David Edwards from American Schools are Training Kids for a World That Doesn’t Exist:
Over the next twenty years the earth is predicted to add another two billion people. Having nearly exhausted nature’s ability to feed the planet, we now need to discover a new food system. The global climate will continue to change. To save our coastlines, and maintain acceptable living conditions for more than a billion people, we need to discover new science, engineering, design, and architectural methods, and pioneer economic models that sustain their implementation and maintenance. Microbiological threats will increase as our traditional techniques of anti-microbial defense lead to greater and greater resistances, and to thwart these we must discover new approaches to medical treatment, which we can afford, and implement in ways that incite compliance and good health. The many rich and varied human cultures of the earth will continue to mix, more rapidly than they ever have, through mass population movements and unprecedented information exchange, and to preserve social harmony we need to discover new cultural referents, practices, and environments of cultural exchange. In such conditions the futures of law, medicine, philosophy, engineering, and agriculture – with just about every other field – are to be rediscovered.
Americans need to learn how to discover.
Being dumb in the existing educational system is bad enough.

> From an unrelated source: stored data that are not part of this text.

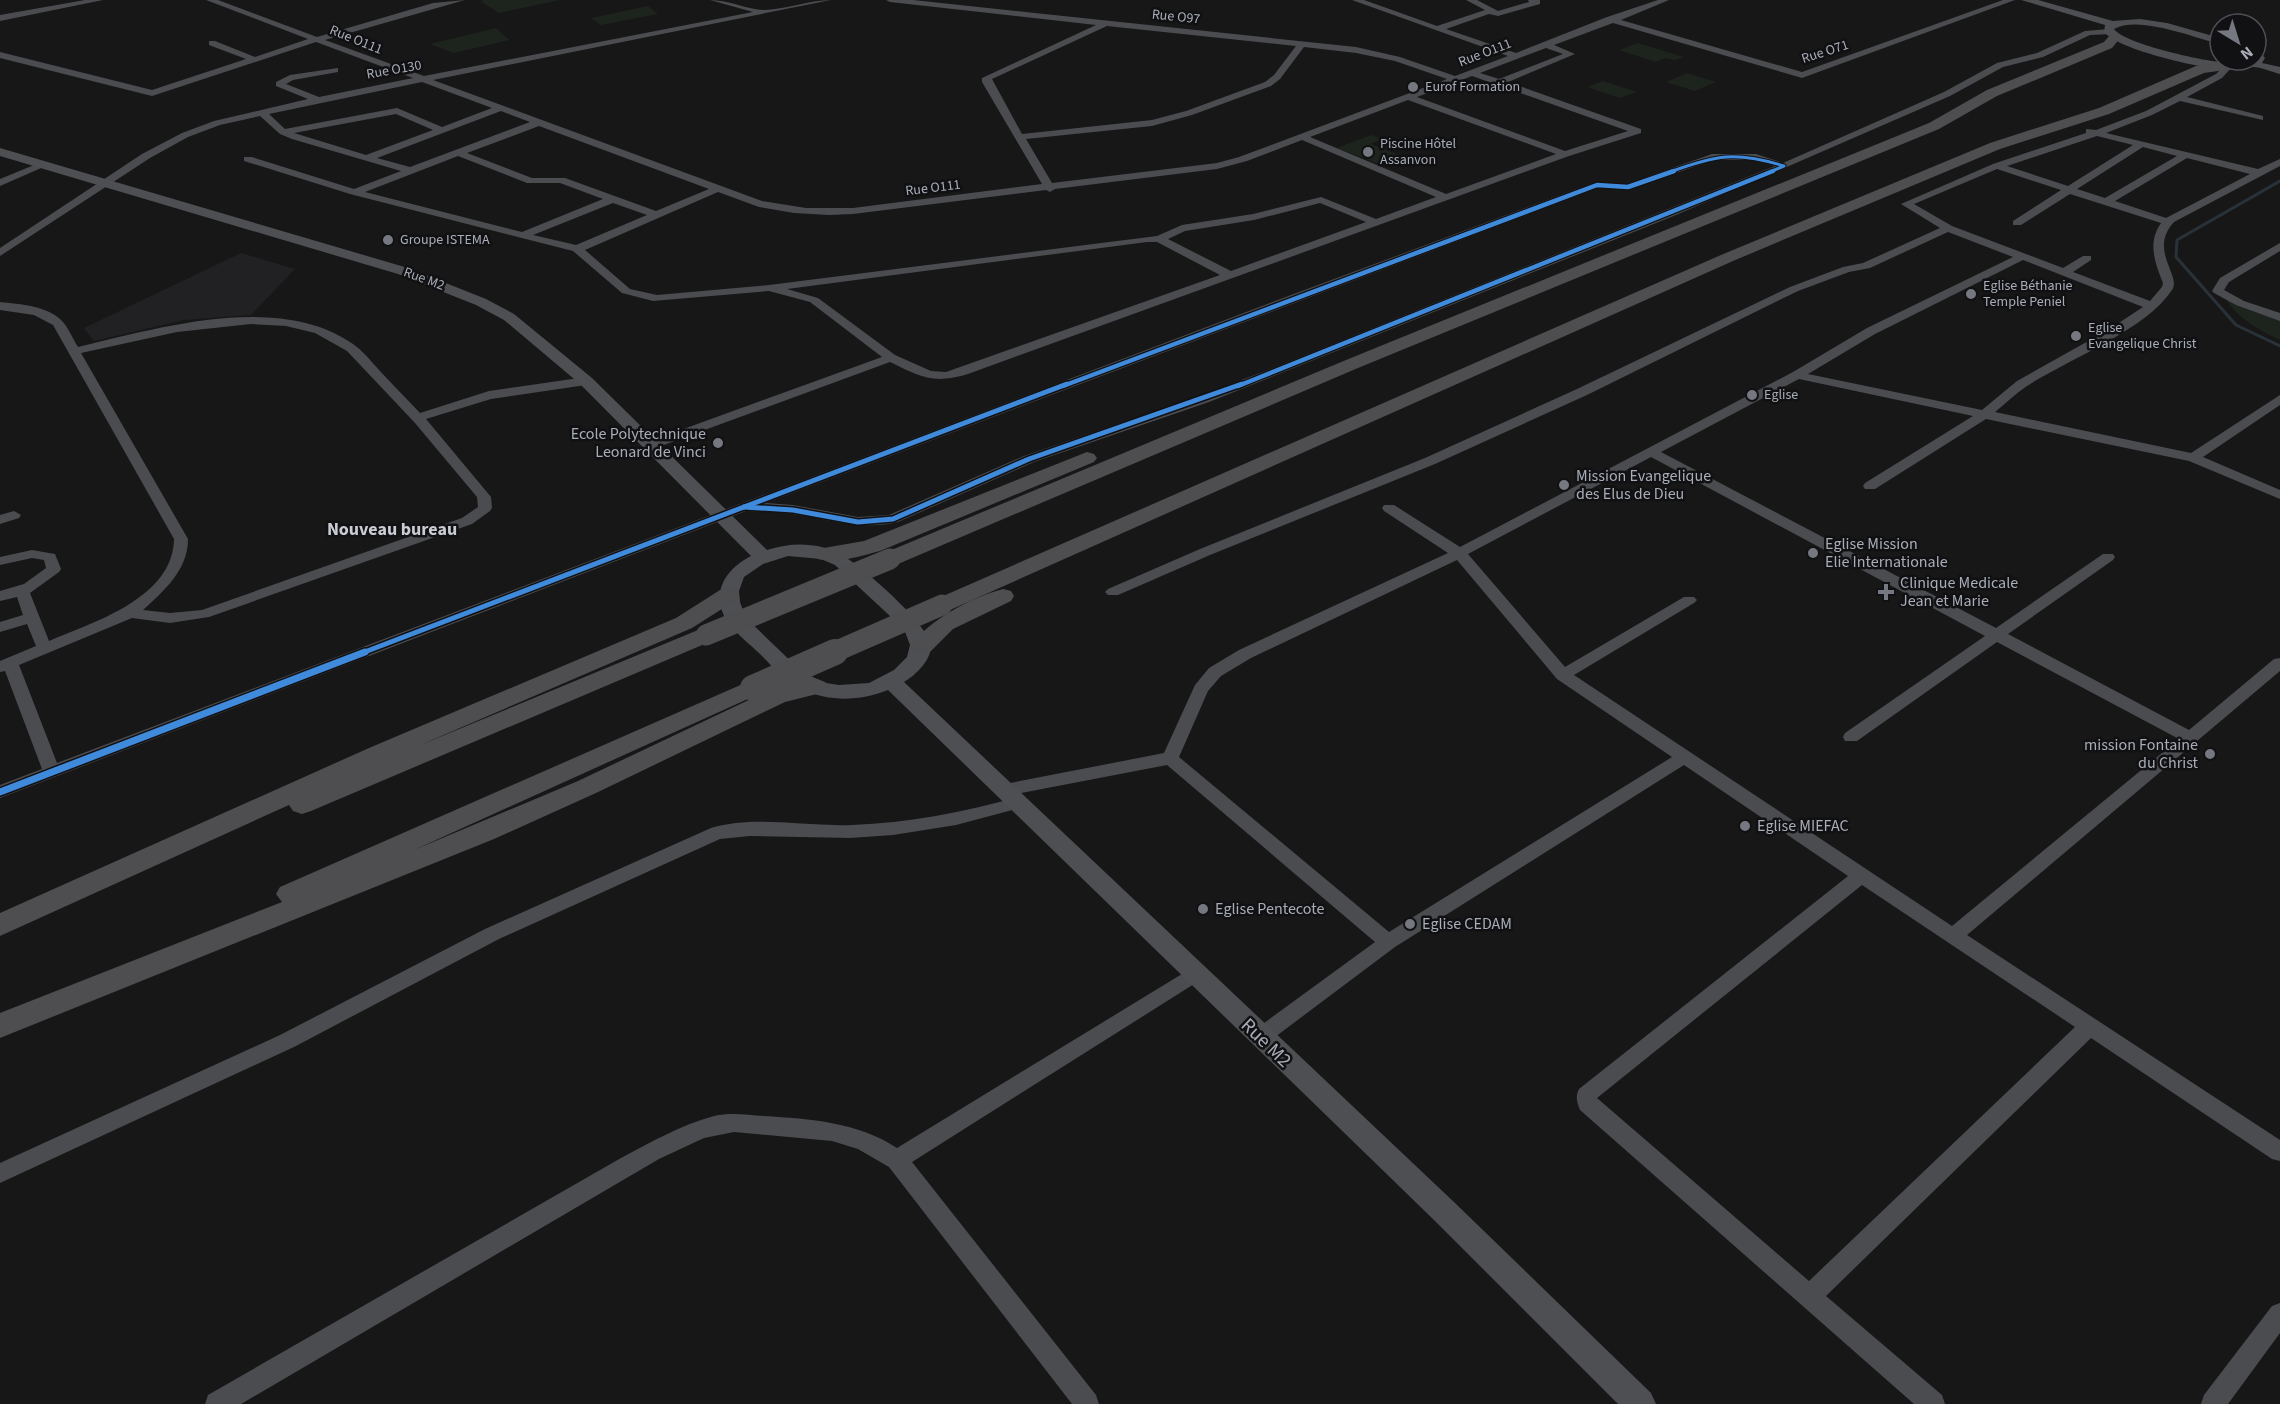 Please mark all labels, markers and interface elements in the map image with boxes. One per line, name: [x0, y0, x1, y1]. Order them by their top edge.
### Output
street label: Rue O97: [1151, 5, 1201, 29]
north arrow: [2208, 12, 2268, 72]
street label: Rue O111: [327, 20, 386, 60]
street label: Rue O111: [1456, 34, 1515, 72]
street label: Rue O71: [1799, 35, 1851, 69]
text: N: [2236, 41, 2258, 65]
street label: Rue O130: [365, 55, 423, 85]
place label: Eurof Formation: [1425, 77, 1520, 97]
marker: Eurof Formation: [1406, 80, 1420, 94]
place label: Piscine Hôtel Assanvon: [1380, 134, 1456, 170]
marker: Piscine Hôtel Assanvon: [1361, 145, 1375, 159]
street label: Rue O111: [904, 175, 962, 201]
place label: Groupe ISTEMA: [400, 230, 490, 250]
marker: Groupe ISTEMA: [381, 233, 395, 247]
street label: Rue M2: [401, 262, 447, 296]
place label: Eglise Béthanie Temple Peniel: [1983, 276, 2073, 312]
marker: Eglise Béthanie Temple Peniel: [1964, 287, 1978, 301]
place label: Eglise Evangelique Christ: [2088, 318, 2197, 354]
marker: Eglise Evangelique Christ: [2069, 329, 2083, 343]
place label: Eglise: [1764, 385, 1798, 405]
marker: Eglise: [1745, 388, 1759, 402]
place label: Ecole Polytechnique Leonard de Vinci: [571, 423, 706, 463]
marker: Ecole Polytechnique Leonard de Vinci: [711, 436, 725, 450]
place label: Mission Evangelique des Elus de Dieu: [1576, 465, 1711, 505]
marker: Mission Evangelique des Elus de Dieu: [1557, 478, 1571, 492]
district label: Nouveau bureau: [327, 517, 457, 542]
place label: Eglise Mission Elie Internationale: [1825, 533, 1948, 573]
marker: Eglise Mission Elie Internationale: [1806, 546, 1820, 560]
place label: Clinique Medicale Jean et Marie: [1900, 572, 2018, 612]
marker: Clinique Medicale Jean et Marie: [1877, 583, 1895, 601]
place label: mission Fontaine du Christ: [2084, 734, 2199, 774]
marker: mission Fontaine du Christ: [2203, 747, 2217, 761]
place label: Eglise MIEFAC: [1757, 815, 1849, 837]
marker: Eglise MIEFAC: [1738, 819, 1752, 833]
place label: Eglise Pentecote: [1215, 898, 1324, 920]
marker: Eglise Pentecote: [1196, 902, 1210, 916]
place label: Eglise CEDAM: [1422, 913, 1512, 935]
marker: Eglise CEDAM: [1403, 917, 1417, 931]
street label: Rue M2: [1234, 1012, 1298, 1074]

Failing to create a new way of learning adapted to contemporary circumstances might be a national disaster. The good news is, some people are working on it.
The essay goes on to talk about the growth of the maker movement and an increasing urgency to explore new ways of thinking about education for the new challenges we face. Some in the comments disagree.
I don’t.
According to the group of teachers I spent the day with yesterday in Southern NJ, despite some movement toward more discovery learning outside of school, inside of school is getting worse. More testing. Pre-K Common Core curriculum. Fewer and fewer opportunities to stretch outside the classroom and the traditional pedagogies that everyone seems to expect in the new evaluation regimes.
Why are we doing this?
If nothing else, essays with titles like this one in major magazines and websites can at least push the conversation in a new direction. But until the educators themselves are willing to seriously take up the call for re-envisioning schools, not much will happen.